P.S. Base 3 is an unusual choice—I’d have gone with 4 or 10 just so I could understand the data sizes on the X axis (not that I’m asking you to re-do these—the plots are great for what we need, which is a rough idea of speedup).

Hi Bob! Glad you’re happy with them. I did the graphs very quickly, just to get a rough idea. For a case study, I’d do something a bit nicer. I’m sure I can get them into the Stan language this week. If I get completely confused, I’ll ask. :-)

For those who are interested, @tadej , @Erik_Strumbelj , @seantalts and I have been working a bit more on the GLMs and have performed some end-to-end benchmarks, comparing the new GLMs (named lr_glm in the graphs; 2 slightly different versions for linear regression) to the old fastest Stan implementation without the GLM primitives (named lr_basic in the graphs).
We have fit the regression coefficient and intercept and, in case of neg binomial and linear regression, the scale parameters on dataset that was randomly generated from a corresponding GLM with a fixed value for those 2-3 parameters, using NUTS with a fixed number of iterations.
The computation time is plotted for 10, 100 and 500 parameters for a range of the size n of the dataset.
(Apologies for the ridiculous regression lines fit through the points. I am new to ggplot.)

Basically, the lesson seems to be that the new GLMs become more worthwhile if one has a larger number of parameters.
We hope that this could be complementary to the data-parallelism that we could exploit using a future GPU implementation.

linear 10 - 100 - 500 param.pdf (28.0 KB)
logistic - Rplots - 10 - 100 - 500 param.pdf (18.3 KB)
negative binomial - Rplots - 10 - 100 - 500 param.pdf (18.3 KB)
poisson - Rplots - 10 - 100 - 500 param.pdf (23.7 KB)


Thanks @Matthijs!

If you have too few observations (n) per feature (k), inference fails and algorithms look very fast (that’s why the first couple of measurements are weird). I’d suggest starting with n = 500.

A couple of suggestions regarding the plots:

  • Plotting the k = 10, 100, and 100 side by side would make plots easier to read. Also, marking which plot is which k would help.
  • No point in fitting a lasso smooth if you have only a few points (linear would do, or even without).
  • Don’t sacrifice half the plot area for the legend (move it to the bottom).

Thanks, @Erik_Strumbelj! You’re right of course about the plots. Will do a better job when we are producing more official plots later.

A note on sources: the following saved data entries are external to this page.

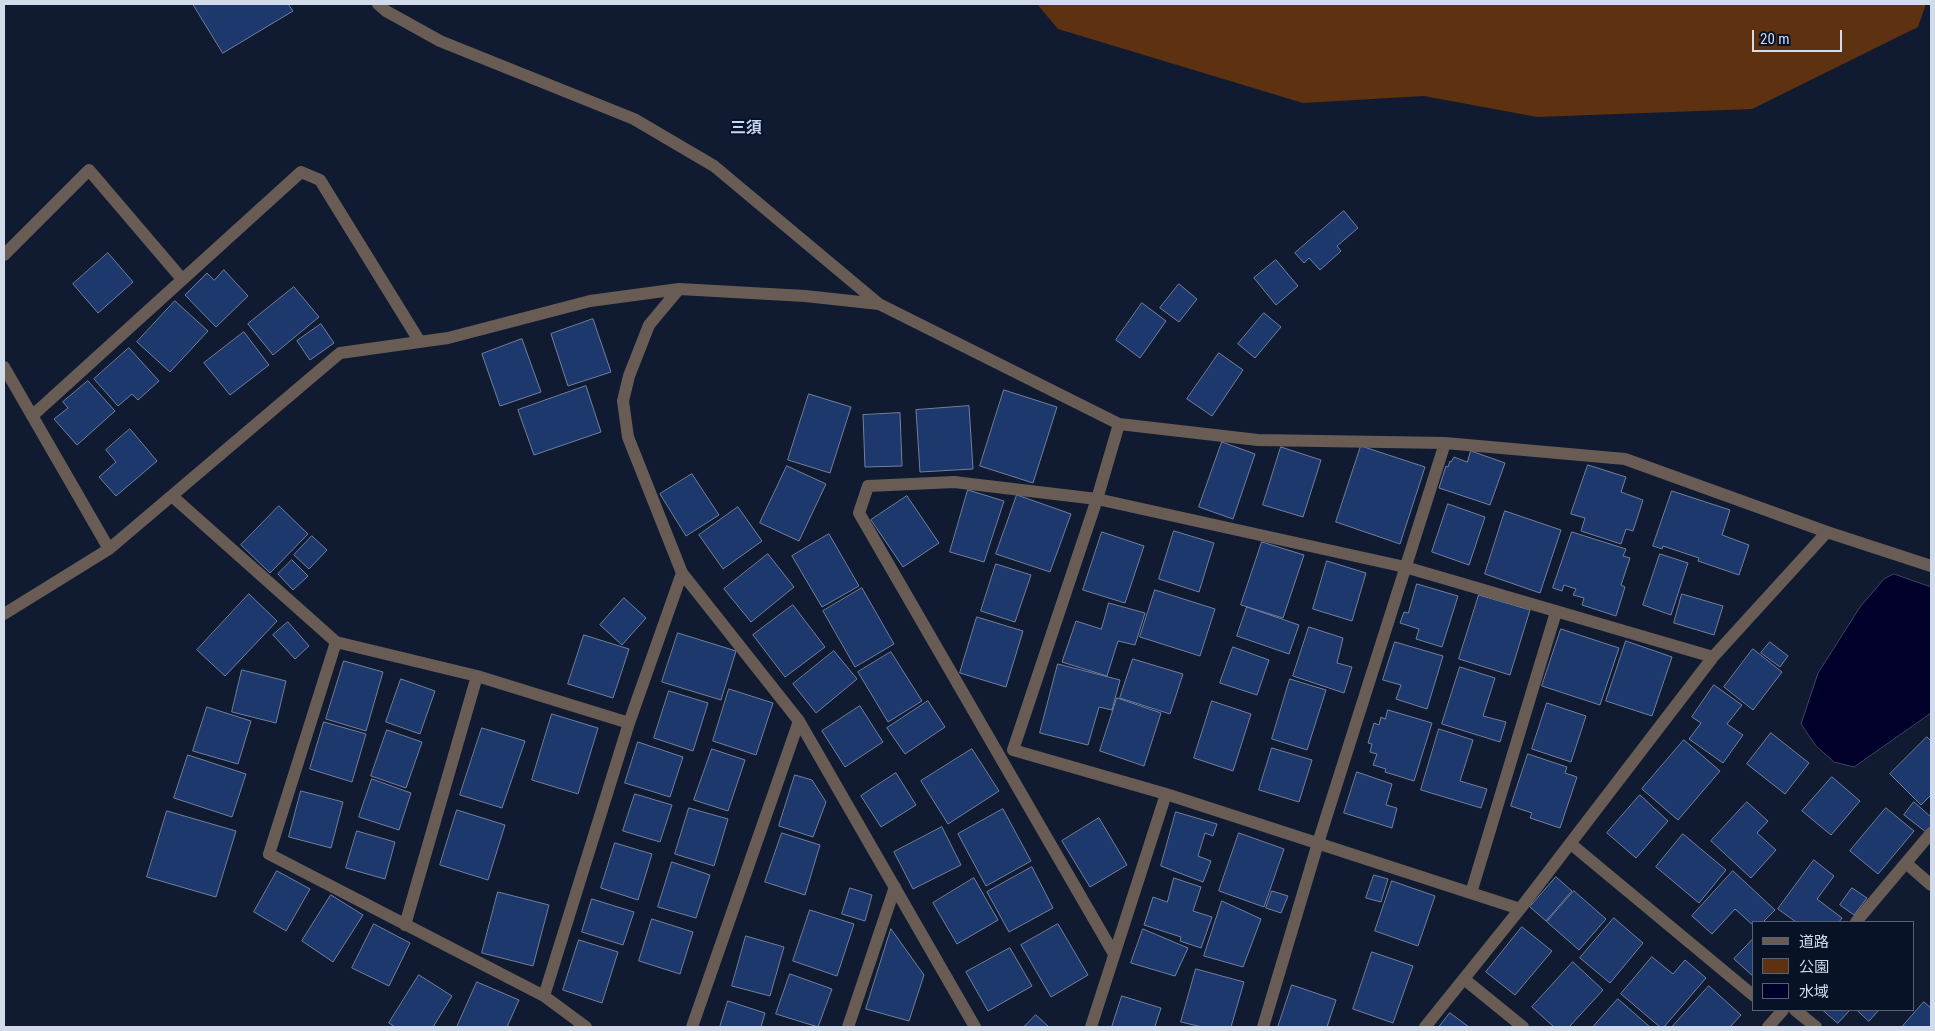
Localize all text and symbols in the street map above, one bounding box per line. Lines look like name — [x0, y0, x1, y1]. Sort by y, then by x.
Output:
scale bar — [1755, 20, 1845, 52]
text: 20 m — [1760, 30, 1790, 48]
district label: 三須 — [730, 119, 762, 139]
legend — [1752, 921, 1915, 1011]
text: 道路 — [1799, 933, 1829, 951]
text: 公園 — [1799, 958, 1829, 976]
text: 水域 — [1799, 983, 1829, 1001]

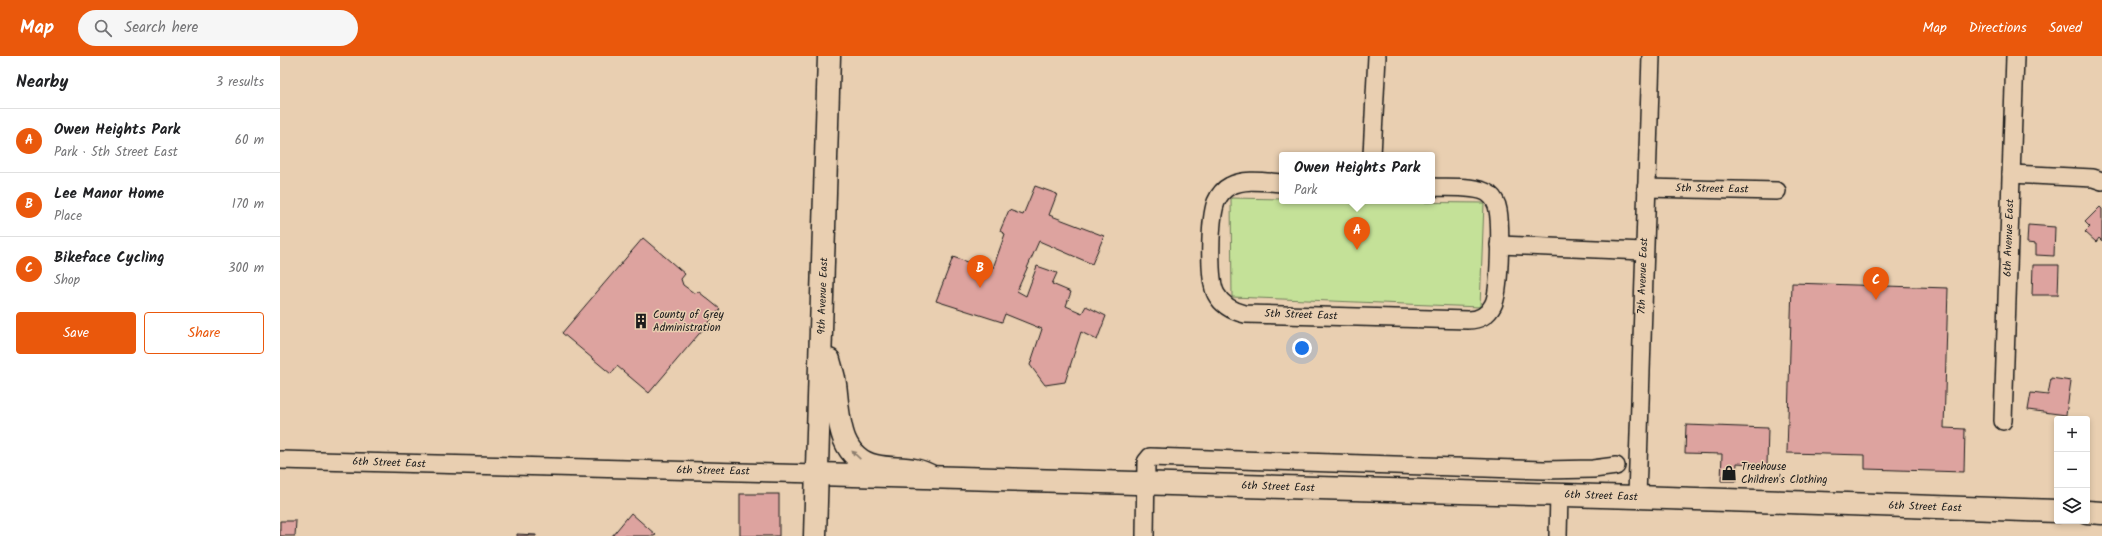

I’ve made some plots for varying k (both on log scale and linear scale) for fixed n=500. It looks like the speed up only really kicks in at k=50 there.

linear - Rplots - 500data 2.pdf (9.3 KB)
linear - Rplots - 500data.pdf (9.3 KB)
logistic - Rplots - 500 data 2.pdf (8.1 KB)
logistic - Rplots - 500 data.pdf (8.0 KB)
negative binomial - Rplots - 500data 2.pdf (8.1 KB)
negative binomial - Rplots - 500data.pdf (8.1 KB)
poisson - Rplots - 500data 2.pdf (8.1 KB)
poisson - Rplots - 500data.pdf (8.2 KB)

It looks like the speedups can get huge though for large k.

could you run also with n=10K and n=100K?

OK, @avehtari ! And what value for k? (number of param)
Also, do you want the scale to be a parameter or data?

Any k is fine, but it’s just that n=2K is not that much for Stan, so I was assuming these speed-up should also show with a larger n. Good posterior inference is needed when k is also high relative to n, but I think it would be useful to test with something like k=10, 100, 500 in the beginning.

@avehtari, I ran some experiments for n=10K and k=200,400,600,800,1000 and the results were as follows, for (linear, logistic, negative binomial, poisson) regressions respectively.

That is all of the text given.